### EXERCISE DETAILS
Lines with the string "value" must each be copied from the listing.

### THE RECORDS
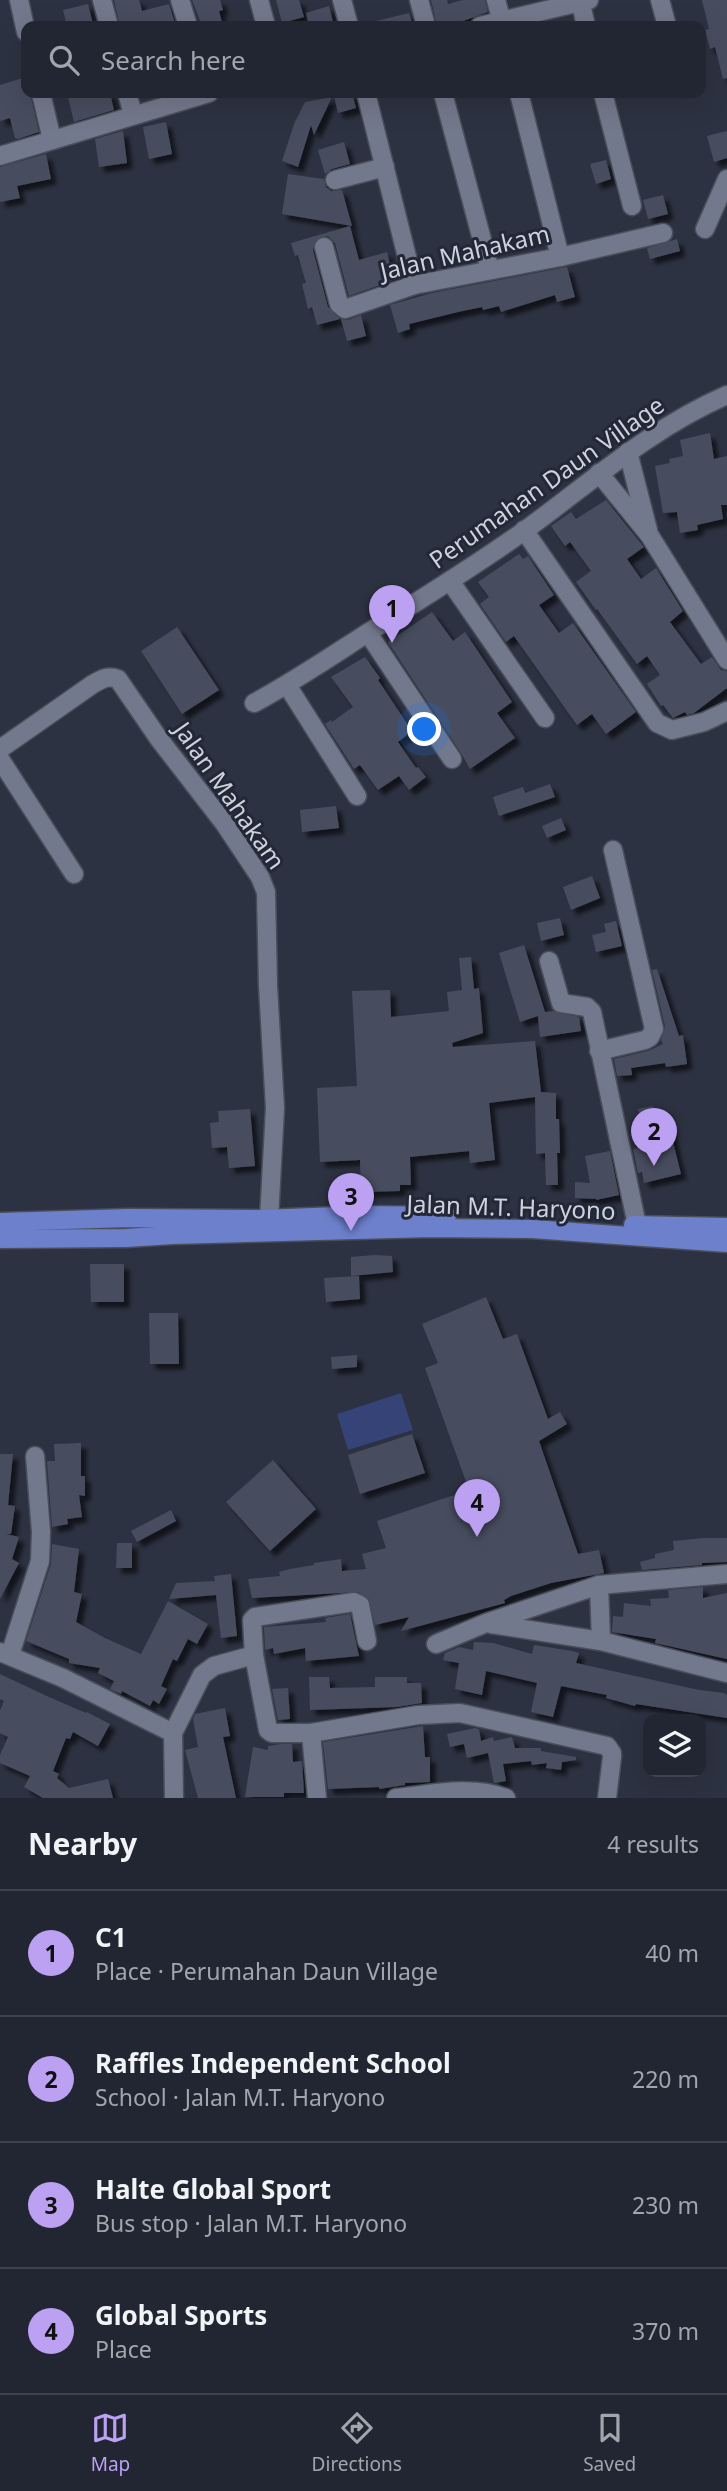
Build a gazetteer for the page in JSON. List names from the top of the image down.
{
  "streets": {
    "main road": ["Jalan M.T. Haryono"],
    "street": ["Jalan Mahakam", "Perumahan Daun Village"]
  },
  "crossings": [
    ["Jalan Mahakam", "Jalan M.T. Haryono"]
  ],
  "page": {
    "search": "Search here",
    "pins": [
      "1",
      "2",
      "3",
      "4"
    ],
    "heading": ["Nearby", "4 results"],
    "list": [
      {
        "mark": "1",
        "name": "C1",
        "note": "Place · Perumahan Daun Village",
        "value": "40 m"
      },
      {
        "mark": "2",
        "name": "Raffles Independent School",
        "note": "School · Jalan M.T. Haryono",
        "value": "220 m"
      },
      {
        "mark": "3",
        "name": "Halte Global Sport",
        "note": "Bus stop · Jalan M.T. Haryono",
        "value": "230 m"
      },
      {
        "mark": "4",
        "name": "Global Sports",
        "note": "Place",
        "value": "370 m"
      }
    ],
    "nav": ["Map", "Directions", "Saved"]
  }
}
---
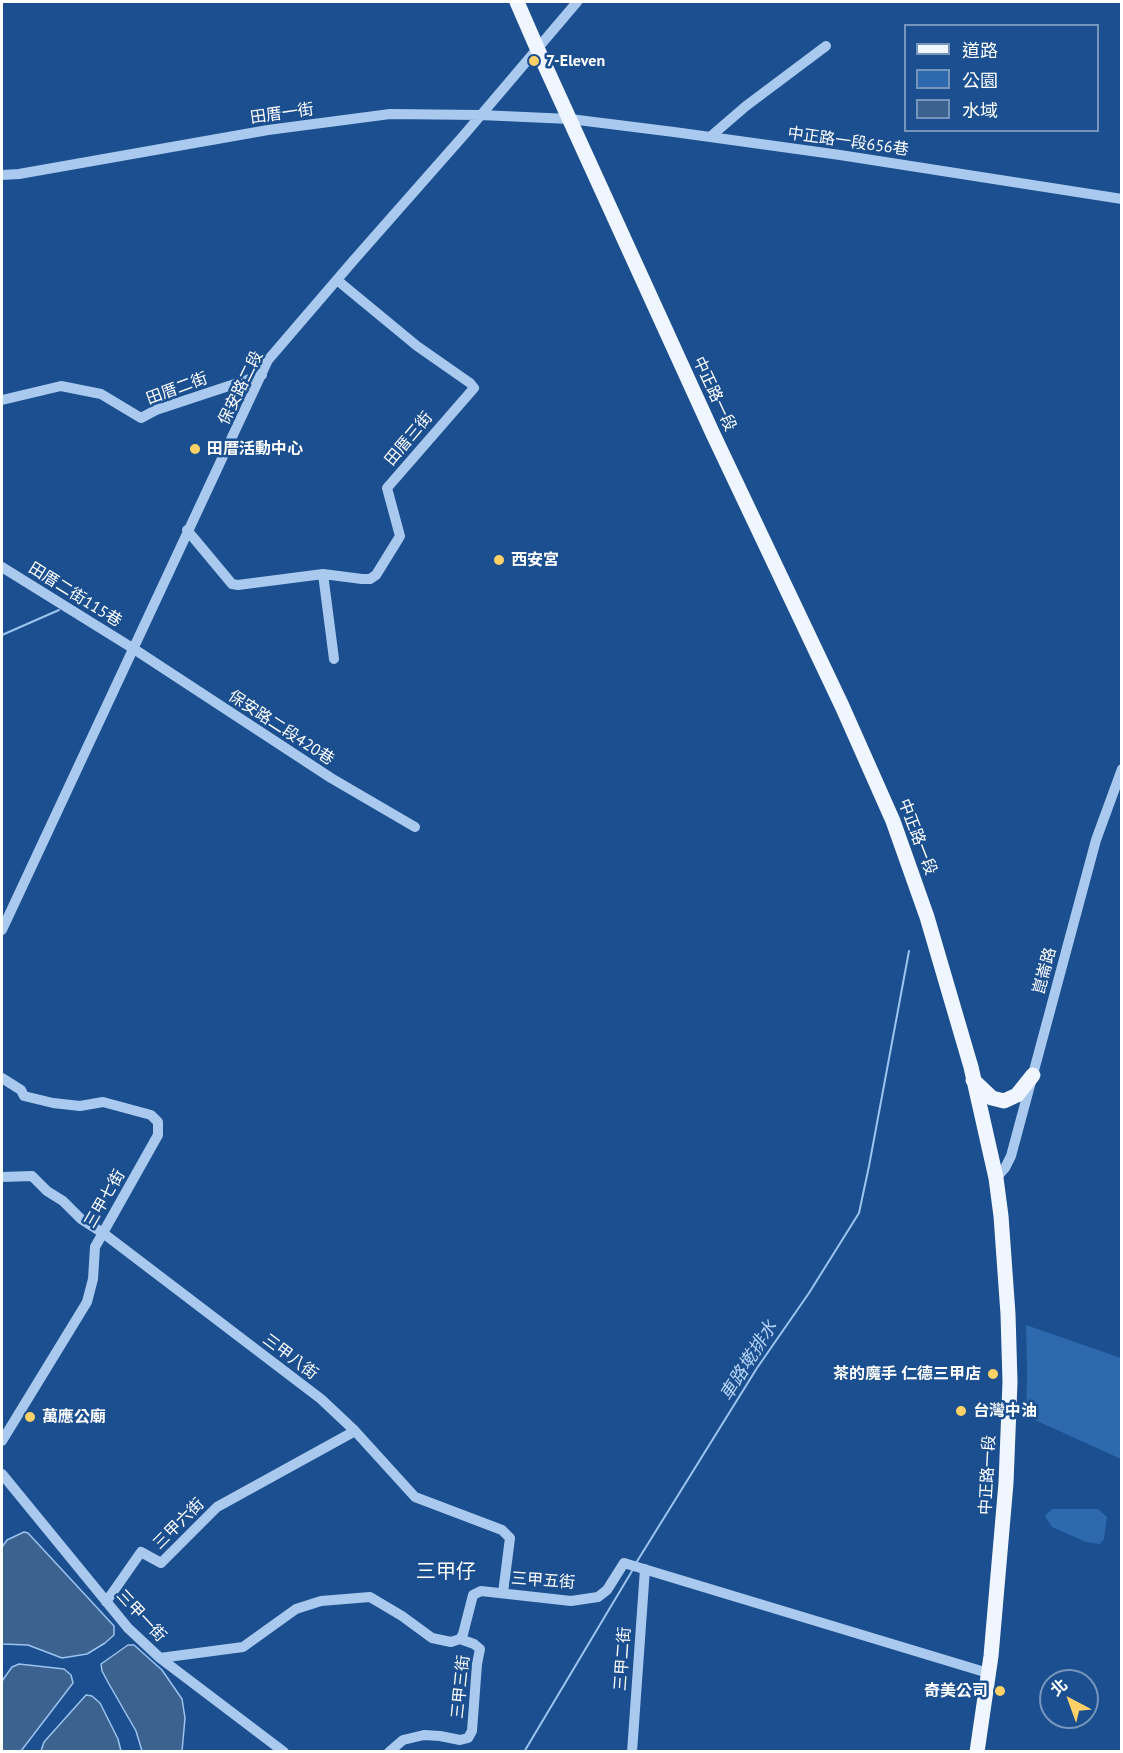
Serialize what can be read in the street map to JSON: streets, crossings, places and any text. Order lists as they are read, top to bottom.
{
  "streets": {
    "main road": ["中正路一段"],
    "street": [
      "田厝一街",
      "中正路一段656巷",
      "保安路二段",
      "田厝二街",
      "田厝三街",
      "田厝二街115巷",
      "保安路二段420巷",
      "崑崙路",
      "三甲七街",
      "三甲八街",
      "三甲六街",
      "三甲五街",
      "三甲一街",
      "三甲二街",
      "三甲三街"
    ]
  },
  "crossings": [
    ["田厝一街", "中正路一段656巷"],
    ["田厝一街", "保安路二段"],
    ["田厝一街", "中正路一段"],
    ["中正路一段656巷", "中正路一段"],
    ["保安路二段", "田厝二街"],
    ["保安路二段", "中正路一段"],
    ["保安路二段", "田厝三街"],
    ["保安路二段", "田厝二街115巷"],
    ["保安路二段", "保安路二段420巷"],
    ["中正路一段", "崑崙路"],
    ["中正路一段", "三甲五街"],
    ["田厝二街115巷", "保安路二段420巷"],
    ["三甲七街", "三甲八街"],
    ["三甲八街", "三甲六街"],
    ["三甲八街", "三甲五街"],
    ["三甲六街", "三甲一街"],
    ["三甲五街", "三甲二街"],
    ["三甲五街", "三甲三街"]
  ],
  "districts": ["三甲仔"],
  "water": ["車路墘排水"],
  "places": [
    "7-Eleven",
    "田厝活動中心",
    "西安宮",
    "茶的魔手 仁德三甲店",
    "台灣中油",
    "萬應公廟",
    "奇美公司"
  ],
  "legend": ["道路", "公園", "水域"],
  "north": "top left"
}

### REPLY TO THE EXERCISE
        "value": "40 m"
        "value": "220 m"
        "value": "230 m"
        "value": "370 m"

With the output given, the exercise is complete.